Find the lines of the data below that include "image". Report their number only.

Dataset excerpts
Start of Block
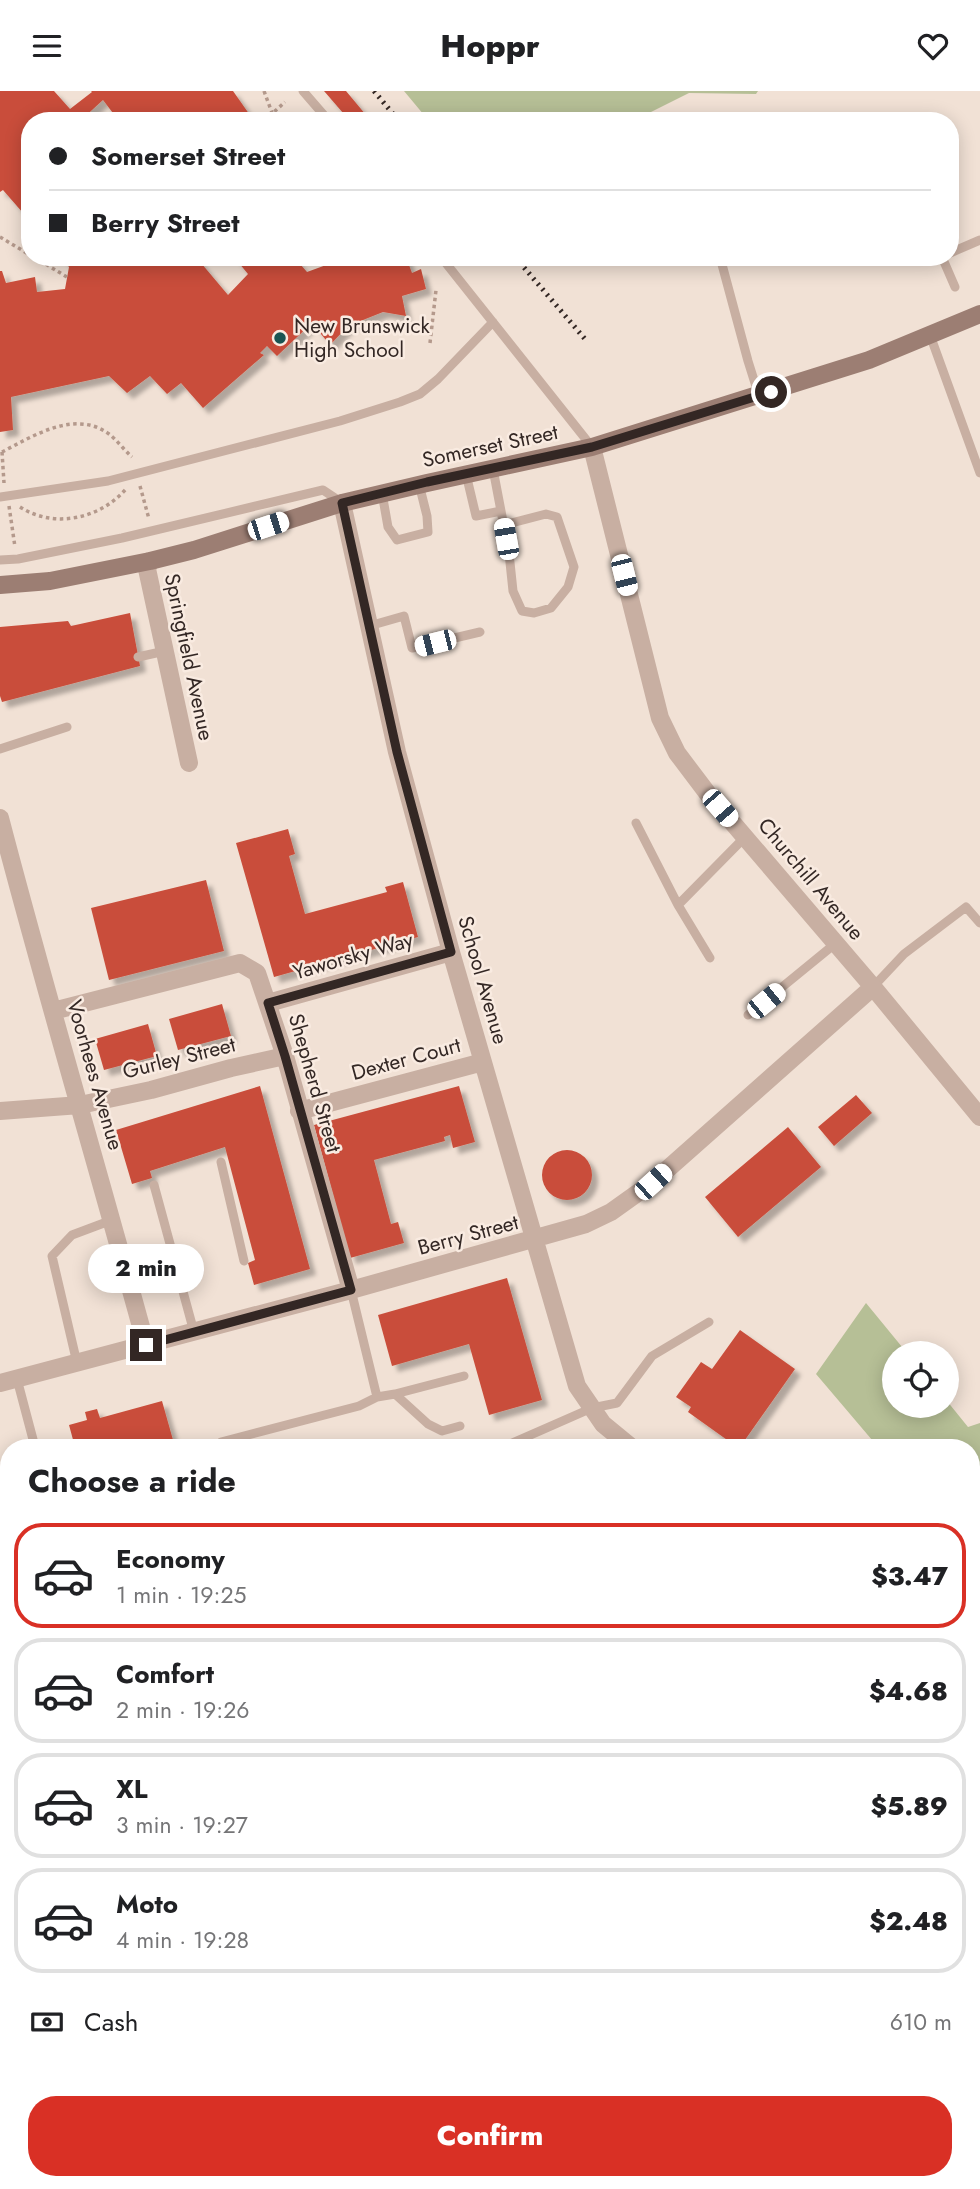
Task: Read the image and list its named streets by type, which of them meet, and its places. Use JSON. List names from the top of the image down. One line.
{"streets":{"main road":["Somerset Street"],"street":["Springfield Avenue","Churchill Avenue","Yaworsky Way","School Avenue","Gurley Street","Dexter Court","Voorhees Avenue","Shepherd Street","Berry Street"]},"crossings":[["Somerset Street","Springfield Avenue"],["Somerset Street","Churchill Avenue"],["Somerset Street","School Avenue"],["Churchill Avenue","Berry Street"],["Yaworsky Way","School Avenue"],["Yaworsky Way","Shepherd Street"],["School Avenue","Dexter Court"],["School Avenue","Berry Street"],["Gurley Street","Voorhees Avenue"],["Gurley Street","Shepherd Street"],["Dexter Court","Shepherd Street"],["Voorhees Avenue","Shepherd Street"],["Voorhees Avenue","Berry Street"],["Shepherd Street","Berry Street"]],"places":["New Brunswick High School"],"page":{"header":"Hoppr","banner":["Somerset Street","Berry Street"],"bubble":"2 min","heading":"Choose a ride","list":[{"name":"Economy","note":"1 min · 19:25","value":"$3.47"},{"name":"Comfort","note":"2 min · 19:26","value":"$4.68"},{"name":"XL","note":"3 min · 19:27","value":"$5.89"},{"name":"Moto","note":"4 min · 19:28","value":"$2.48"}],"pay":["Cash","610 m"],"buttons":"Confirm"}}
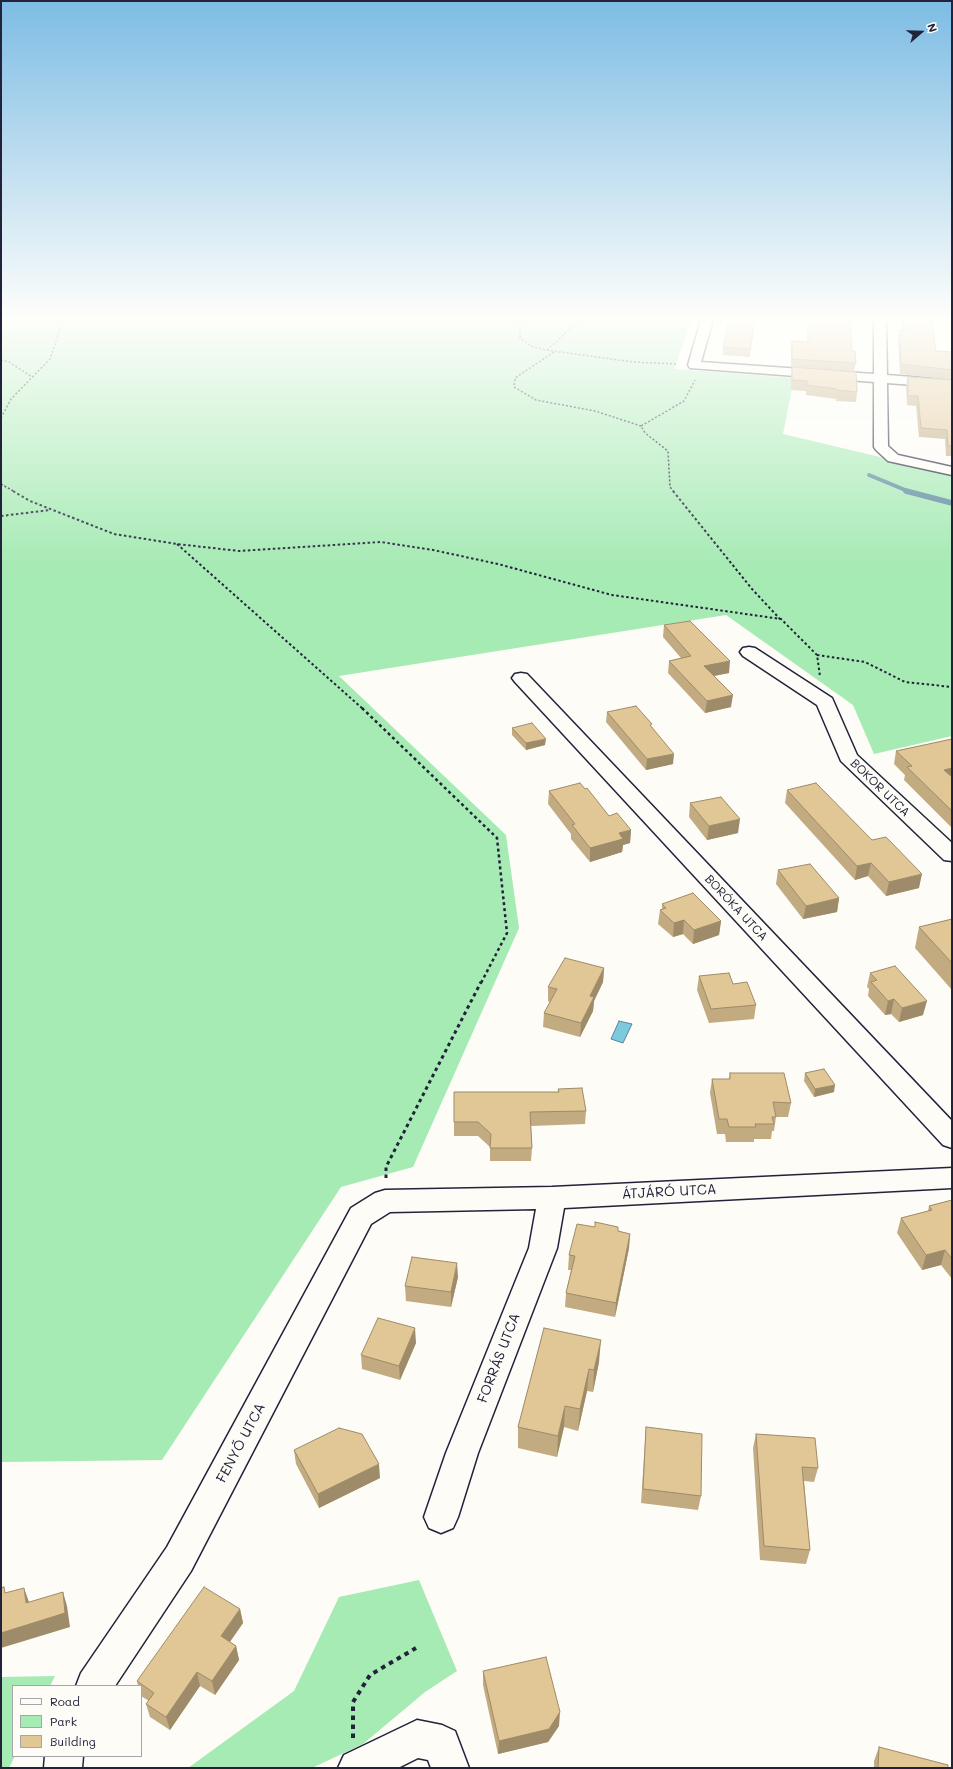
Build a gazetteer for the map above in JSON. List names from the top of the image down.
{
  "streets": {
    "street": [
      "BOKOR UTCA",
      "BORÓKA UTCA",
      "ÁTJÁRÓ UTCA",
      "FORRÁS UTCA",
      "FENYŐ UTCA"
    ]
  },
  "crossings": [
    ["ÁTJÁRÓ UTCA", "FORRÁS UTCA"],
    ["ÁTJÁRÓ UTCA", "FENYŐ UTCA"]
  ],
  "legend": ["Road", "Park", "Building"],
  "north": "right"
}
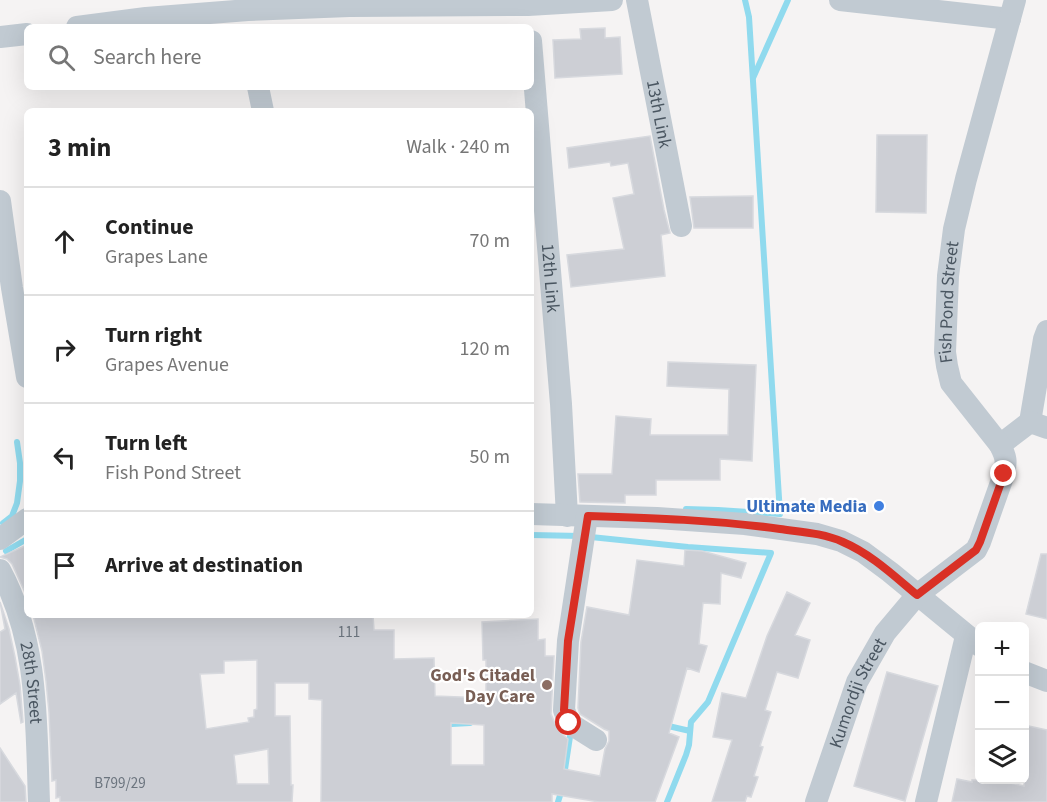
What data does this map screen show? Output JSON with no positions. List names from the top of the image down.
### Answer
{
  "streets": {
    "street": [
      "13th Link",
      "12th Link",
      "Fish Pond Street",
      "28th Street",
      "Kumordji Street"
    ]
  },
  "crossings": [
    ["Fish Pond Street", "Kumordji Street"]
  ],
  "places": ["Ultimate Media", "God's Citadel Day Care"],
  "house_numbers": ["111", "B799/29"],
  "page": {
    "search": "Search here",
    "heading": ["3 min", "Walk · 240 m"],
    "list": [
      ["Continue", "Grapes Lane", "70 m"],
      ["Turn right", "Grapes Avenue", "120 m"],
      ["Turn left", "Fish Pond Street", "50 m"],
      "Arrive at destination"
    ],
    "map_buttons": ["+", "−"]
  }
}
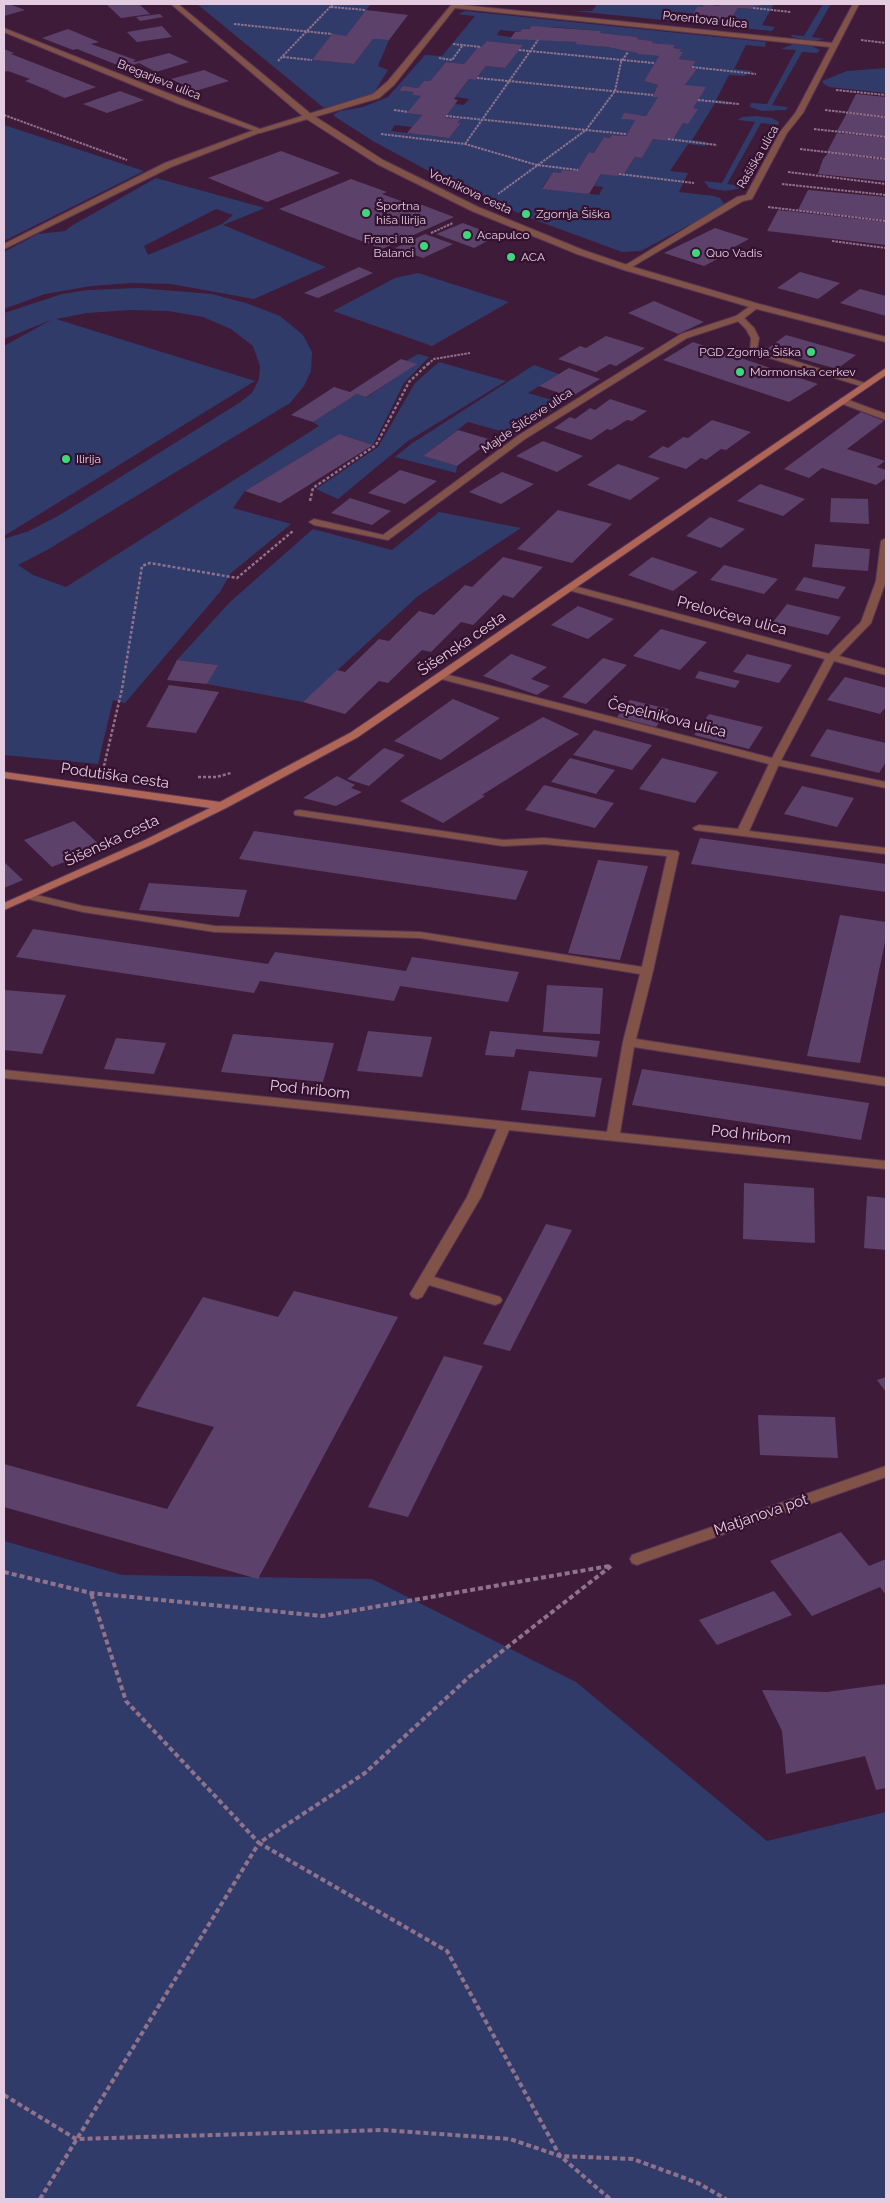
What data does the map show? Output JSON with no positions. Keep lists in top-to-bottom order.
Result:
{
  "streets": {
    "main road": ["Šišenska cesta", "Podutiška cesta"],
    "street": [
      "Porentova ulica",
      "Bregarjeva ulica",
      "Rašiška ulica",
      "Vodnikova cesta",
      "Majde Šilčeve ulica",
      "Prelovčeva ulica",
      "Čepelnikova ulica",
      "Pod hribom",
      "Matjanova pot"
    ]
  },
  "crossings": [
    ["Porentova ulica", "Rašiška ulica"],
    ["Rašiška ulica", "Vodnikova cesta"],
    ["Vodnikova cesta", "Majde Šilčeve ulica"],
    ["Prelovčeva ulica", "Šišenska cesta"],
    ["Šišenska cesta", "Čepelnikova ulica"],
    ["Šišenska cesta", "Podutiška cesta"]
  ],
  "places": [
    "Športna hiša Ilirija",
    "Zgornja Šiška",
    "Acapulco",
    "Franci na Balanci",
    "Quo Vadis",
    "ACA",
    "PGD Zgornja Šiška",
    "Mormonska cerkev",
    "Ilirija"
  ]
}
End of Block
(RESULT) 3